**Your task:** All entries below need to be written out exactly, but without their pictures.

*** Opening of Supplied records ***

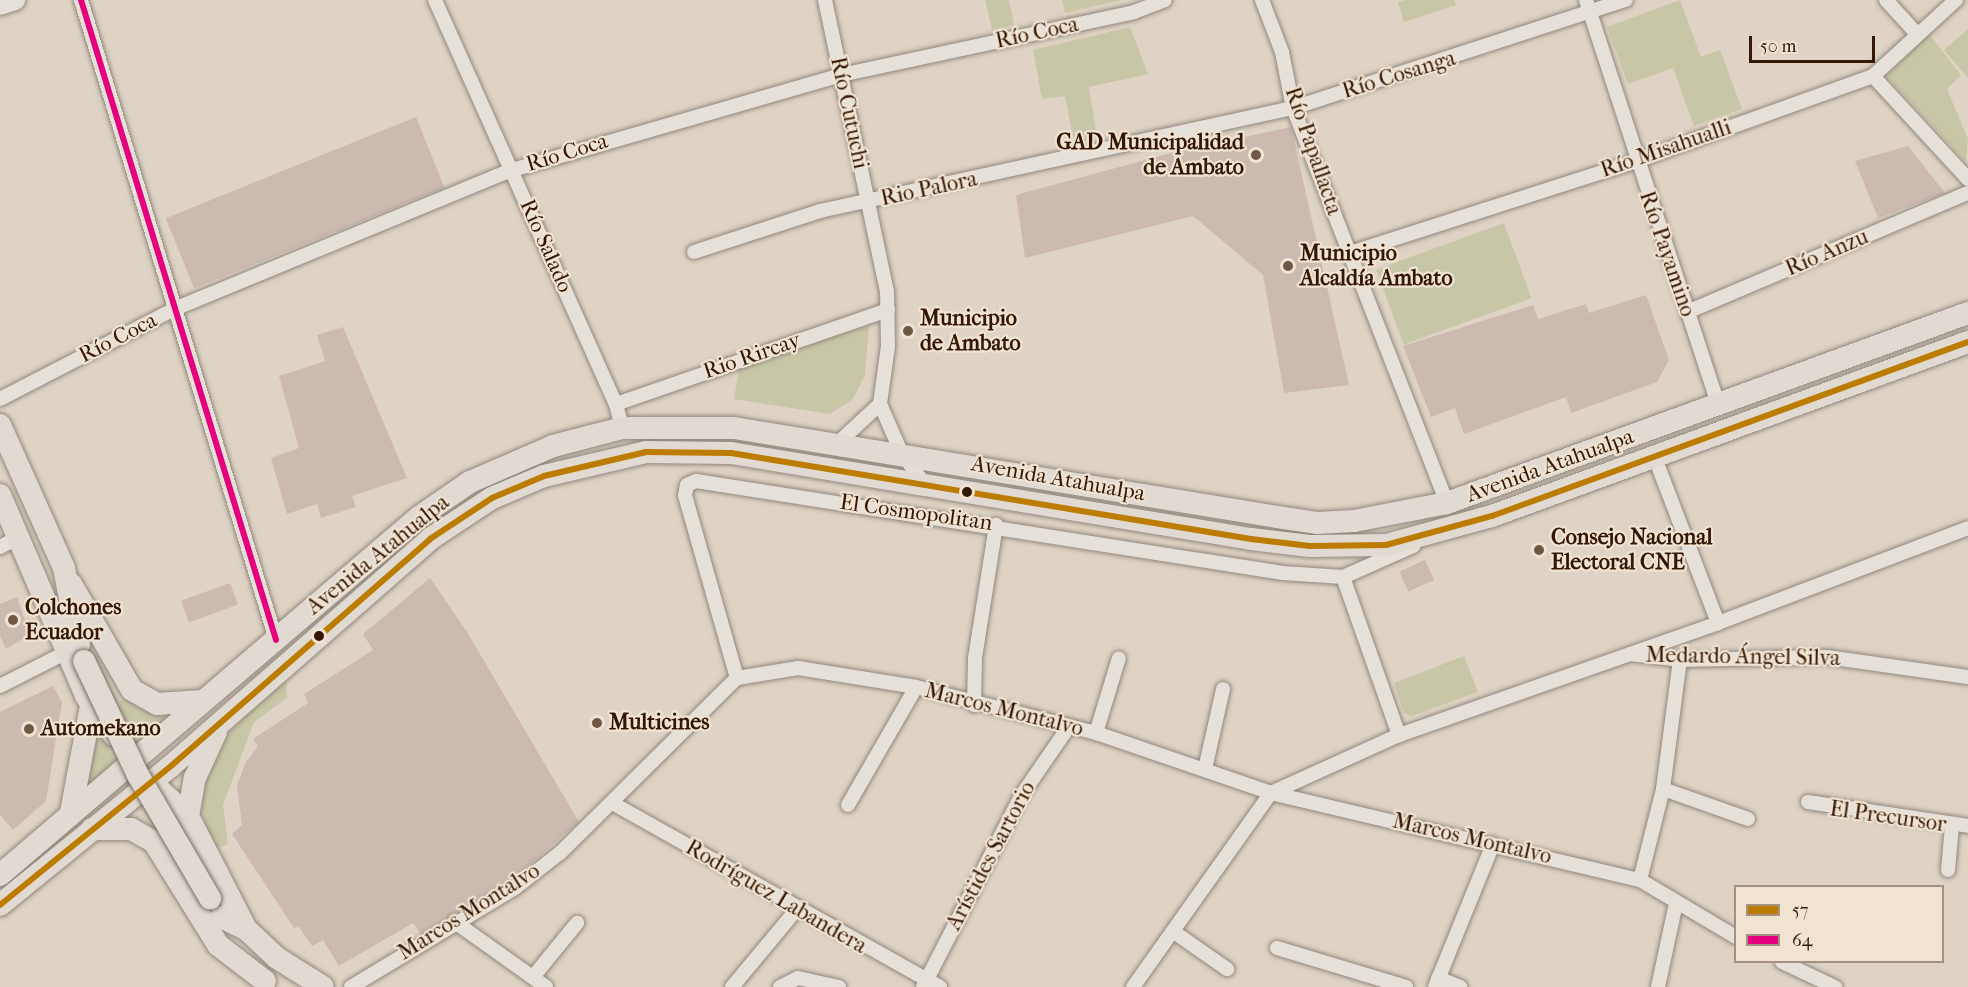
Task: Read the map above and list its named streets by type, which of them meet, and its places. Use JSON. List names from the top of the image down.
{
  "streets": {
    "main road": ["Avenida Atahualpa"],
    "street": [
      "Río Coca",
      "Río Cosanga",
      "Río Cutuchi",
      "Río Misahualli",
      "Río Papallacta",
      "Rio Palora",
      "Río Salado",
      "Río Anzu",
      "Río Payamino",
      "Rio Rircay",
      "El Cosmopolitan",
      "Medardo Ángel Silva",
      "Marcos Montalvo",
      "El Precursor",
      "Arístides Sartorio",
      "Rodríguez Labandera"
    ]
  },
  "crossings": [
    ["Río Coca", "Río Cutuchi"],
    ["Río Coca", "Río Salado"],
    ["Río Cosanga", "Río Papallacta"],
    ["Río Cosanga", "Rio Palora"],
    ["Río Cosanga", "Río Payamino"],
    ["Río Cutuchi", "Rio Palora"],
    ["Río Cutuchi", "Rio Rircay"],
    ["Río Cutuchi", "Avenida Atahualpa"],
    ["Río Misahualli", "Río Papallacta"],
    ["Río Misahualli", "Río Payamino"],
    ["Río Papallacta", "Avenida Atahualpa"],
    ["Río Salado", "Rio Rircay"],
    ["Río Salado", "Avenida Atahualpa"],
    ["Río Anzu", "Río Payamino"],
    ["Río Payamino", "Avenida Atahualpa"],
    ["El Cosmopolitan", "Marcos Montalvo"],
    ["Marcos Montalvo", "Arístides Sartorio"],
    ["Marcos Montalvo", "Rodríguez Labandera"],
    ["Arístides Sartorio", "Rodríguez Labandera"]
  ],
  "places": [
    "GAD Municipalidad de Ambato",
    "Municipio Alcaldía Ambato",
    "Municipio de Ambato",
    "Consejo Nacional Electoral CNE",
    "Colchones Ecuador",
    "Multicines",
    "Automekano"
  ],
  "lines": ["transit line 64", "transit line 57"],
  "legend": ["57", "64"],
  "scale_bar": "50 m"
}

*** Close of Supplied records ***

**Written solution:**
Task: Read the map above and list its named streets by type, which of them meet, and its places. Use JSON. List names from the top of the image down.
{
  "streets": {
    "main road": ["Avenida Atahualpa"],
    "street": [
      "Río Coca",
      "Río Cosanga",
      "Río Cutuchi",
      "Río Misahualli",
      "Río Papallacta",
      "Rio Palora",
      "Río Salado",
      "Río Anzu",
      "Río Payamino",
      "Rio Rircay",
      "El Cosmopolitan",
      "Medardo Ángel Silva",
      "Marcos Montalvo",
      "El Precursor",
      "Arístides Sartorio",
      "Rodríguez Labandera"
    ]
  },
  "crossings": [
    ["Río Coca", "Río Cutuchi"],
    ["Río Coca", "Río Salado"],
    ["Río Cosanga", "Río Papallacta"],
    ["Río Cosanga", "Rio Palora"],
    ["Río Cosanga", "Río Payamino"],
    ["Río Cutuchi", "Rio Palora"],
    ["Río Cutuchi", "Rio Rircay"],
    ["Río Cutuchi", "Avenida Atahualpa"],
    ["Río Misahualli", "Río Papallacta"],
    ["Río Misahualli", "Río Payamino"],
    ["Río Papallacta", "Avenida Atahualpa"],
    ["Río Salado", "Rio Rircay"],
    ["Río Salado", "Avenida Atahualpa"],
    ["Río Anzu", "Río Payamino"],
    ["Río Payamino", "Avenida Atahualpa"],
    ["El Cosmopolitan", "Marcos Montalvo"],
    ["Marcos Montalvo", "Arístides Sartorio"],
    ["Marcos Montalvo", "Rodríguez Labandera"],
    ["Arístides Sartorio", "Rodríguez Labandera"]
  ],
  "places": [
    "GAD Municipalidad de Ambato",
    "Municipio Alcaldía Ambato",
    "Municipio de Ambato",
    "Consejo Nacional Electoral CNE",
    "Colchones Ecuador",
    "Multicines",
    "Automekano"
  ],
  "lines": ["transit line 64", "transit line 57"],
  "legend": ["57", "64"],
  "scale_bar": "50 m"
}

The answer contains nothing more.